A multiphysics formulation for chloride diffusion in an RC beam with stress-induced damage quantifying the enhancement in chloride diffusivity due to damage is presented. An experimental investigation involving measurement of chloride profile was conducted on RC beams damaged under applied flexural stress. Numerical simulation of the RC beam is carried out using a two-dimensional finite-element approach incorporating the damage due to the applied stress, chloride binding, and the chloride diffusion in the model. Concrete is assumed to be a perfectly elastoplastic (Drucker-Prager) material and the steel as an elastoplastic (von Mises) material with hardening. Drucker-Prager parameters, cohesion c, and friction angle φ are obtained by calibrating numerical load-deflection (P-Δ) curve to an experimentally determined (P-Δ) plot for beams loaded in flexure.

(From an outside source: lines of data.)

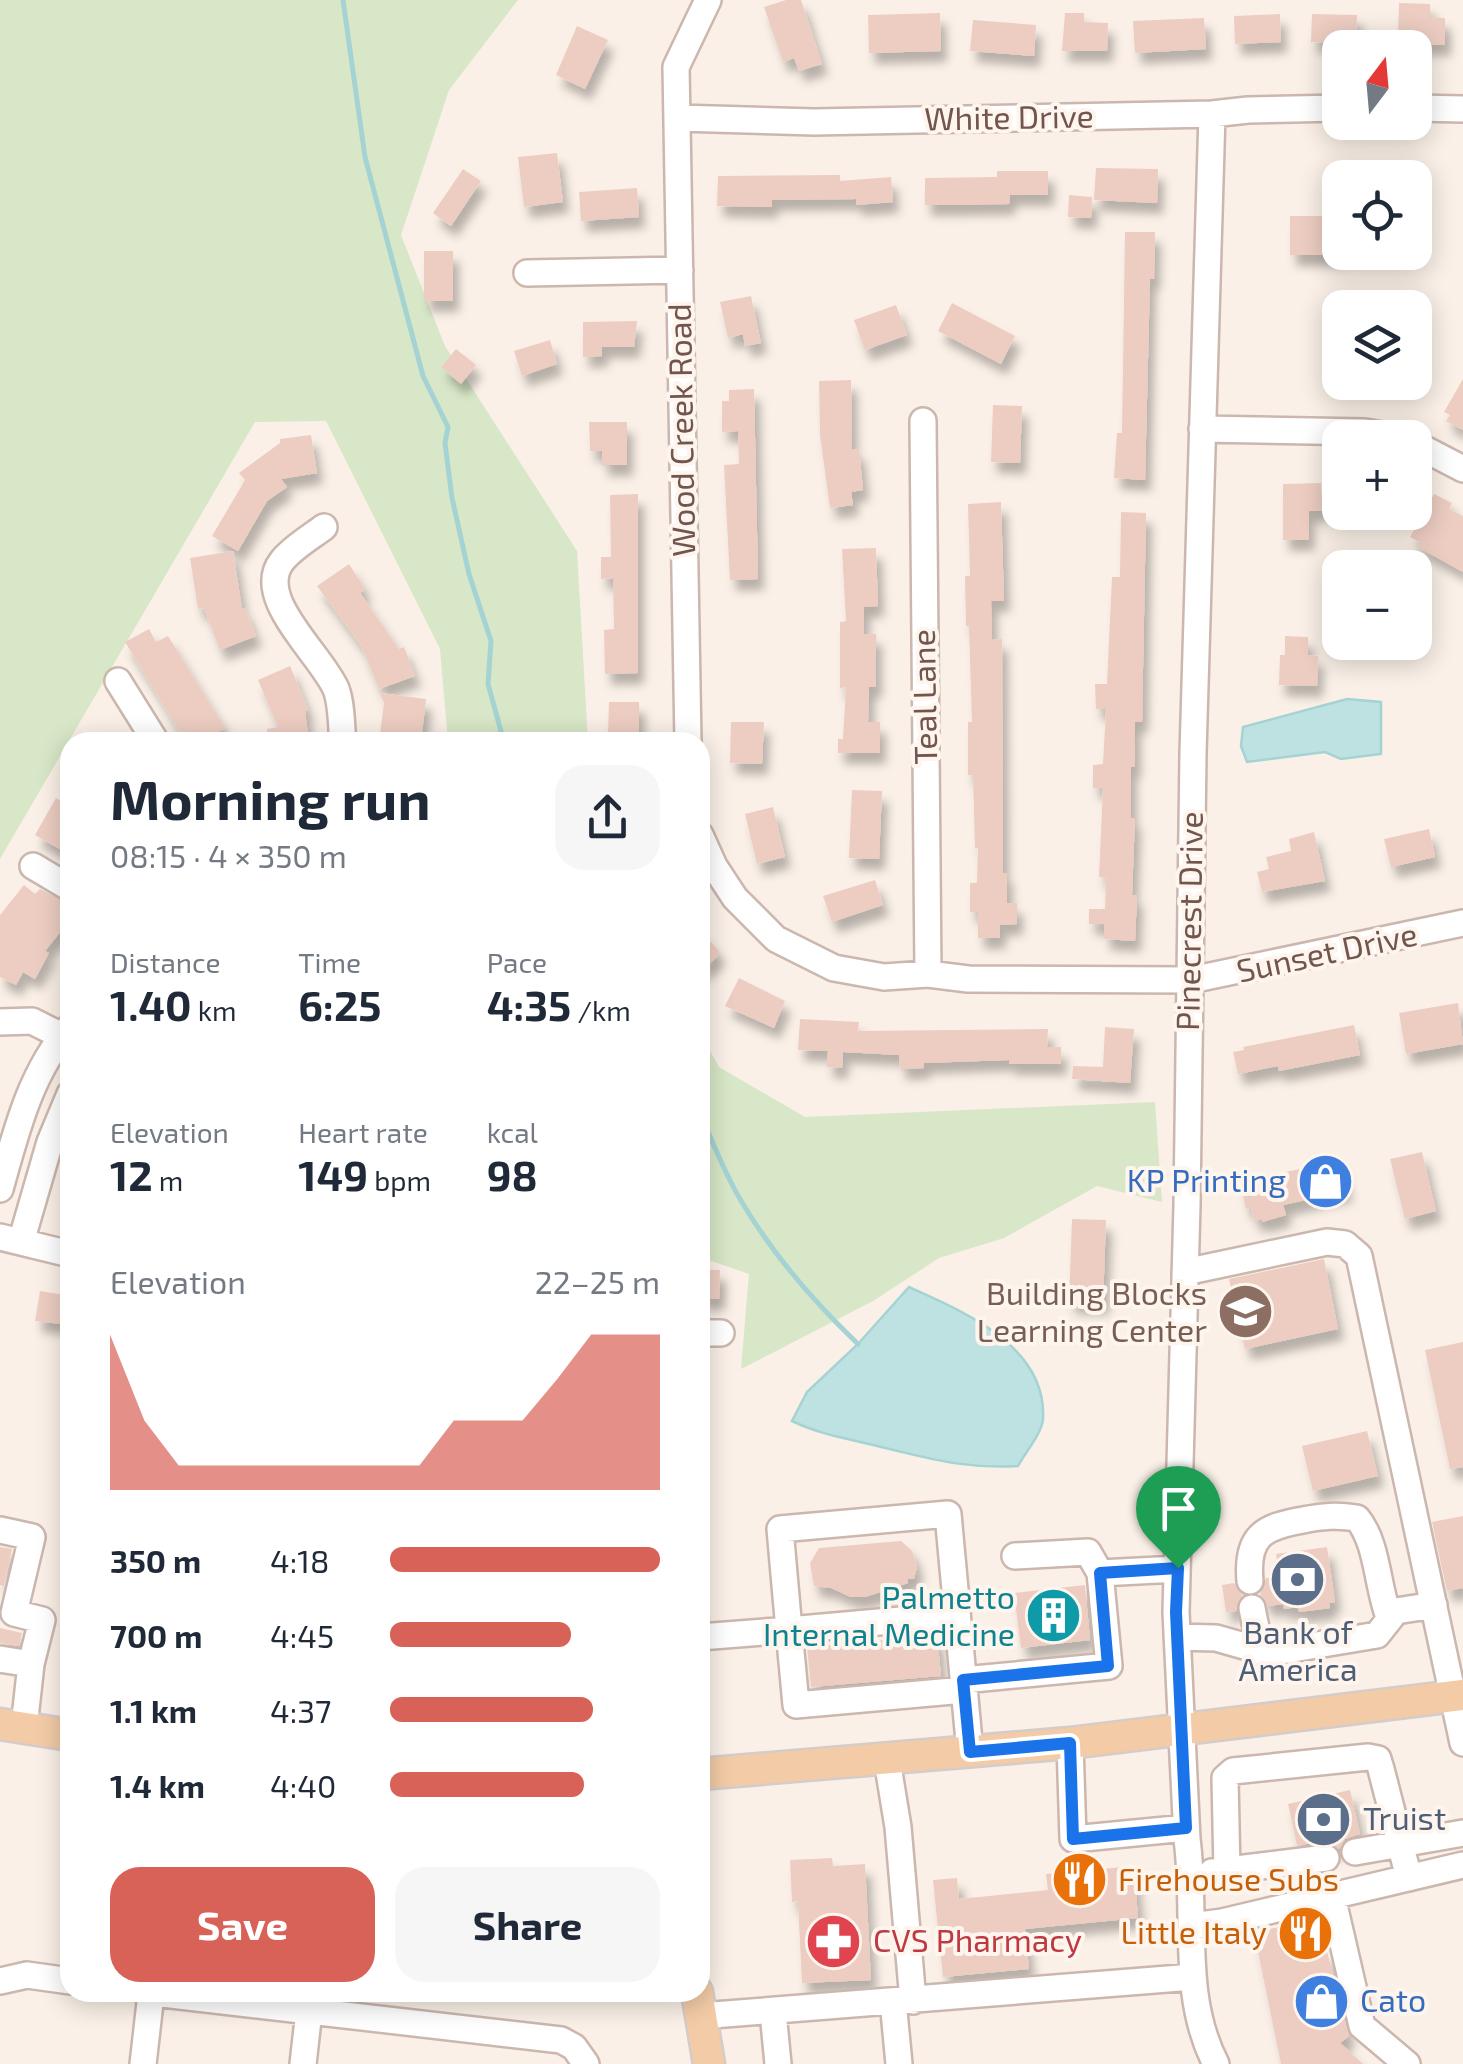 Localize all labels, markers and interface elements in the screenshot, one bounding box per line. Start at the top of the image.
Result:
north arrow [1322,30,1432,140]
map controls [1322,30,1432,660]
street label: White Drive [924,96,1094,136]
button: locate [1322,160,1432,270]
button: layers [1322,290,1432,400]
street label: Wood Creek Road [659,303,701,557]
button: + [1322,420,1432,530]
button: − [1322,550,1432,660]
street label: Teal Lane [903,629,943,765]
text: Morning run [110,765,431,831]
button: share [555,765,660,870]
street label: Pinecrest Drive [1167,811,1209,1031]
text: 08:15 · 4 × 350 m [110,836,347,874]
street label: Sunset Drive [1233,913,1420,989]
text: Distance [110,945,221,979]
text: Time [298,945,361,979]
text: Pace [487,945,547,979]
text: 1.40 [110,979,191,1029]
text: 6:25 [298,979,382,1029]
text: 4:35 [487,979,571,1029]
text: km [191,993,237,1027]
text: /km [571,993,631,1027]
text: Elevation [110,1115,229,1149]
text: Heart rate [298,1115,428,1149]
text: kcal [487,1115,538,1149]
text: 12 [110,1149,153,1199]
text: 149 [298,1149,368,1199]
text: 98 [487,1149,538,1199]
shop icon: KP Printing [1295,1151,1355,1211]
place label: KP Printing [1127,1160,1286,1198]
text: m [153,1163,183,1197]
text: bpm [368,1163,431,1197]
text: Elevation [110,1262,246,1300]
text: 22–25 m [535,1262,660,1300]
place label: Building Blocks Learning Center [977,1273,1207,1348]
school or university icon: Building Blocks Learning Center [1216,1282,1276,1342]
pin [1136,1466,1221,1569]
icon: arrive [1151,1481,1206,1536]
text: 350 m [110,1541,201,1579]
text: 4:18 [270,1541,329,1579]
bank icon: Bank of America [1268,1549,1328,1609]
place label: Palmetto Internal Medicine [763,1577,1015,1652]
building icon: Palmetto Internal Medicine [1024,1586,1084,1646]
place label: Bank of America [1238,1612,1358,1687]
text: 700 m [110,1616,202,1654]
text: 4:45 [270,1616,334,1654]
text: 1.1 km [110,1691,197,1729]
text: 4:37 [270,1691,331,1729]
text: 1.4 km [110,1766,205,1804]
text: 4:40 [270,1766,336,1804]
bank icon: Truist [1294,1789,1354,1849]
place label: Truist [1363,1798,1446,1836]
restaurant icon: Firehouse Subs [1049,1850,1109,1910]
place label: Firehouse Subs [1118,1859,1339,1897]
button: Save [110,1867,375,1982]
button: Share [395,1867,660,1982]
restaurant icon: Little Italy [1276,1903,1336,1963]
pharmacy icon: CVS Pharmacy [804,1911,864,1971]
place label: Little Italy [1121,1912,1267,1950]
place label: CVS Pharmacy [873,1920,1082,1958]
shop icon: Cato [1291,1971,1351,2031]
place label: Cato [1360,1980,1426,2018]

Defining a scalar damage index as the degradation in elastic modulus expressed in terms of total strains, the chloride transport problem is addressed, using an effective diffusion coefficient, Deffd, expressed as a function of the damage index and chloride binding and obtained by calibrating to data for chloride profiles as determined in flexurally damaged beams. Using the expressions for the effective diffusion coefficient, Deffd, the chloride profiles are shown to match the experimentally determined chloride profiles in beams damaged at various stress levels.